Mr. Speaker, I will be sharing my time with the hon. member for .
It is an honour for me to speak to the motion today, in part because of the way in which the Supreme Court of Canada has touched my life. I had the privilege of being a clerk at the Supreme Court of Canada in 1989-90 for Mr. Justice Peter deCarteret Cory. It was one of the formative years of my life. Justice Cory's picture remains hung in my office, and he remains a daily example of what it means to be an ethical human being. Every day I think about the way in which Mr. Justice Cory treated me, my co-clerks, other judges, and the counsel in front of him. Imperfectly, I try to aspire to be as good as he is.

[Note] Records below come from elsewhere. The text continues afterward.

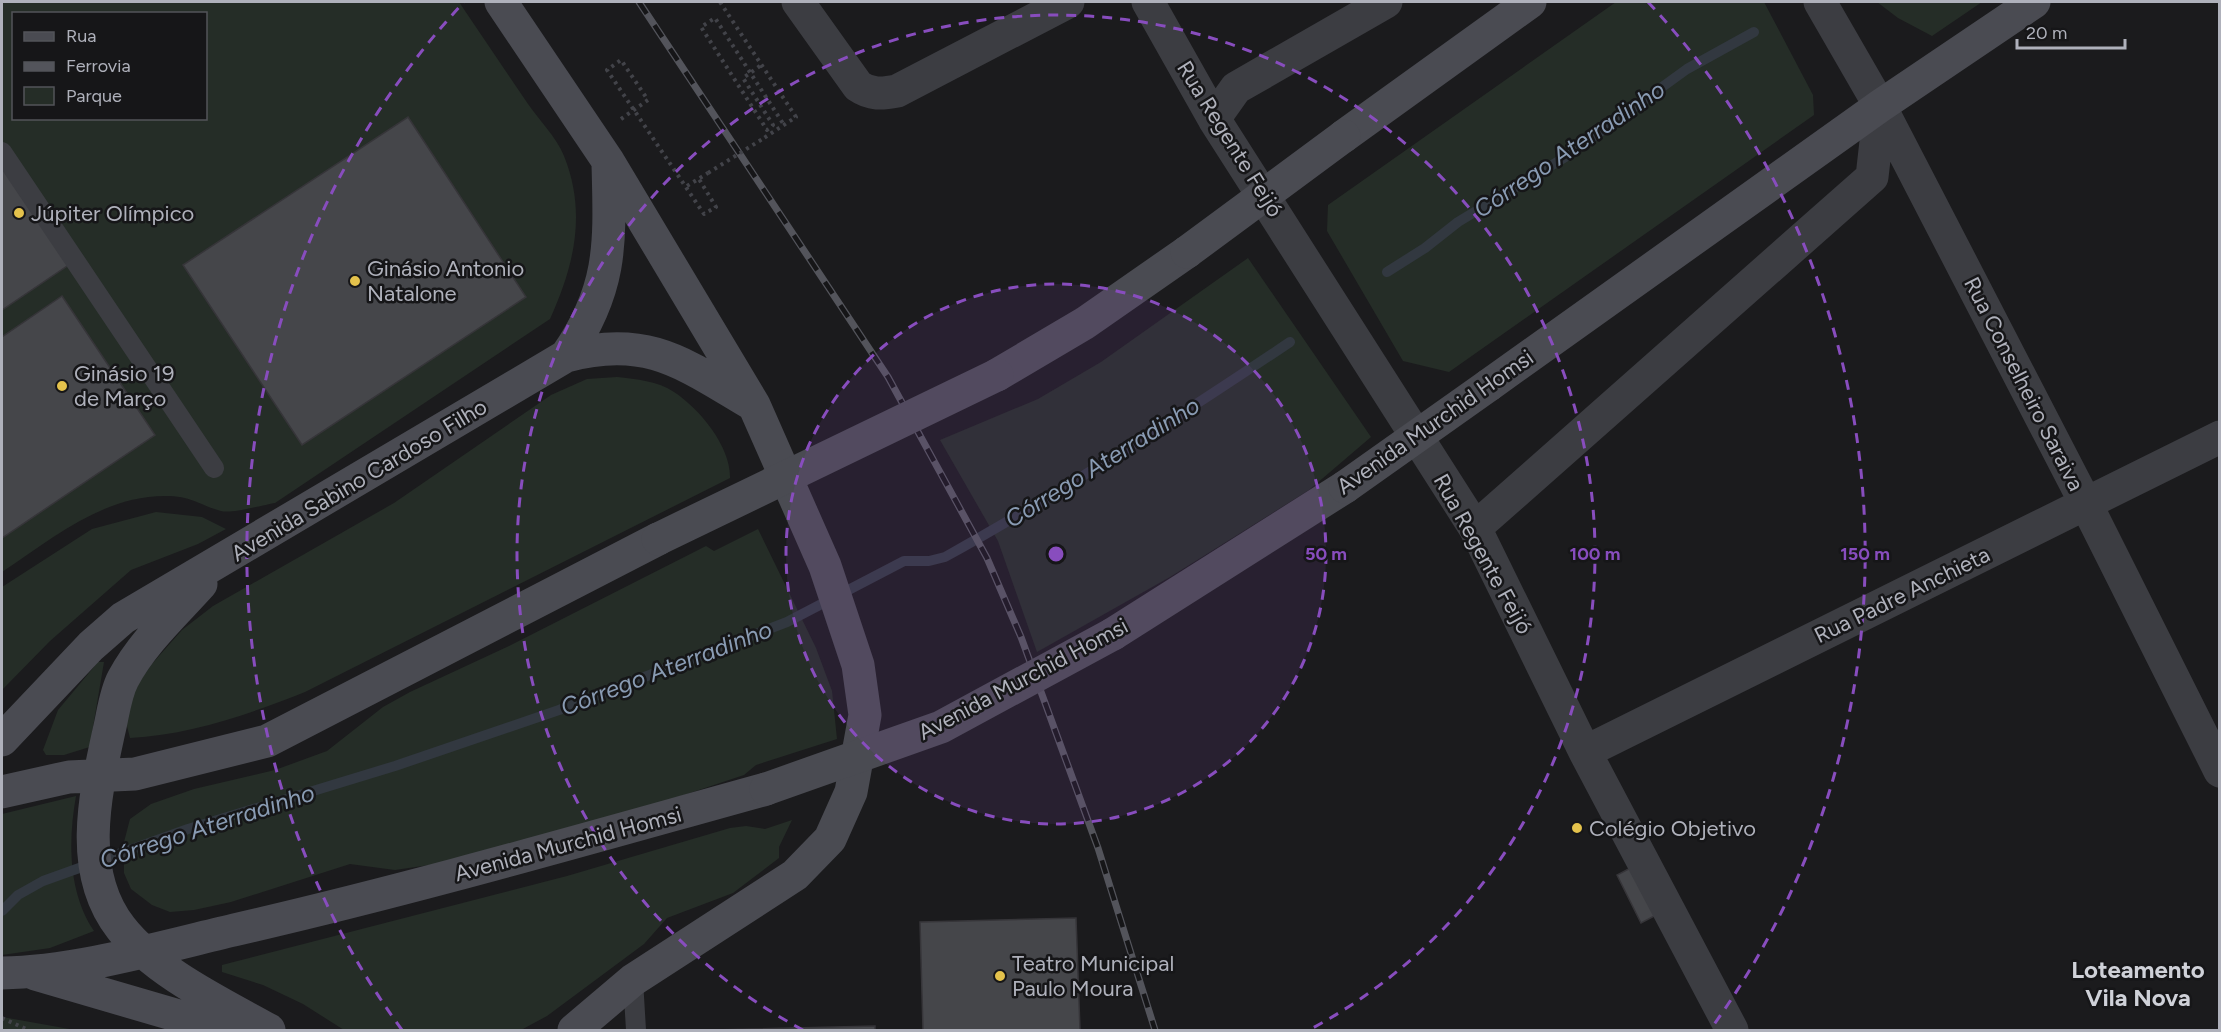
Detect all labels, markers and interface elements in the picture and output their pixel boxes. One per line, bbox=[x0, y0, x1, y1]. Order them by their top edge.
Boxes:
legend bbox=[12, 12, 207, 120]
scale bar bbox=[2017, 12, 2125, 50]
text: 20 m bbox=[2026, 22, 2067, 44]
text: Rua bbox=[66, 25, 97, 47]
text: Ferrovia bbox=[66, 55, 131, 77]
street label: Rua Regente Feijó bbox=[1171, 56, 1289, 222]
water label: Córrego Aterradinho bbox=[1468, 74, 1670, 224]
text: Parque bbox=[66, 85, 122, 107]
place label: Júpiter Olímpico bbox=[31, 200, 194, 227]
marker: Júpiter Olímpico bbox=[12, 206, 26, 220]
place label: Ginásio Antonio Natalone bbox=[367, 255, 524, 307]
street label: Rua Conselheiro Saraiva bbox=[1958, 272, 2090, 496]
marker: Ginásio Antonio Natalone bbox=[348, 274, 362, 288]
street label: Avenida Murchid Homsi bbox=[1331, 344, 1539, 500]
place label: Ginásio 19 de Março bbox=[74, 360, 174, 412]
marker: Ginásio 19 de Março bbox=[55, 379, 69, 393]
water label: Córrego Aterradinho bbox=[999, 390, 1205, 534]
street label: Avenida Sabino Cardoso Filho bbox=[226, 393, 492, 567]
street label: Rua Regente Feijó bbox=[1428, 469, 1538, 639]
street label: Rua Padre Anchieta bbox=[1810, 541, 1994, 649]
text: 50 m bbox=[1305, 543, 1347, 565]
text: 100 m bbox=[1570, 543, 1620, 565]
text: 150 m bbox=[1840, 543, 1890, 565]
centre of rings bbox=[1046, 544, 1066, 564]
street label: Avenida Murchid Homsi bbox=[913, 612, 1133, 746]
water label: Córrego Aterradinho bbox=[556, 614, 776, 722]
water label: Córrego Aterradinho bbox=[96, 778, 318, 874]
street label: Avenida Murchid Homsi bbox=[451, 801, 685, 887]
place label: Colégio Objetivo bbox=[1589, 815, 1756, 842]
marker: Colégio Objetivo bbox=[1570, 821, 1584, 835]
place label: Teatro Municipal Paulo Moura bbox=[1012, 950, 1174, 1002]
district label: Loteamento Vila Nova bbox=[2071, 955, 2205, 1012]
marker: Teatro Municipal Paulo Moura bbox=[993, 969, 1007, 983]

The motion today, and it is an important point, is about a long-standing custom that we have respected in Canada since around 1949. In more formal terms, it is that the composition of the Supreme Court of Canada be composed in a certain way, including one judge from Atlantic Canada. It is important to note that it is a custom, not a convention, and we have departed from that custom in the past.
Let me say that I speak, as well, as a former law professor at McGill University, where I taught for 20 years, and also as someone who has not only seen the inside workings of the Supreme Court as a clerk and seen the way judges struggle with legal interpretation, but I have also argued before the Supreme Court and prepared documents for pleadings at the Supreme Court, both oral and written.
I would also like to point out to my friends across the way that I spent my first professional year teaching at the University of New Brunswick. It was a wonderful year. It was the first year of my married life, and it was a wonderful experience for me to be teaching, thinking, and reflecting about law in Atlantic Canada with Atlantic Canadians, particularly, as my students.
The important point here is diversity and, with diversity, the idea that there will be additional perspectives added to the Supreme Court.
Yes, to date, Canada has been blessed with linguistic and cultural diversity. We have a statute in place stipulating that three of the justices must come from Quebec, which is very important to respecting Quebec's civil law tradition and the right to submit arguments and receive rulings in French in Supreme Court cases.
For this reason, bilingualism is a critical requirement. Let me defend the passive bilingualism that our government is putting forward. It is de facto and de jure what we have done at McGill over the past 20 years.
I have worked with counsel preparing for cases. I have seen counsel plead. I have seen the debates over each and every word that goes into both oral and written pleadings. I have never heard a top-quality advocate, and I have interacted with many of them, say that the language they are choosing for their oral or written pleadings is not important. Therefore, forcing those arguments to go through a translator after so much thought has been put into them is unfair. It is unjust to the clients and the lawyers who are putting forward those cases. Therefore, with respect to oral and written pleadings, it is a necessary precondition that judges at the Supreme Court of Canada be able to understand the nuance of the language in its original language without the benefit of translation.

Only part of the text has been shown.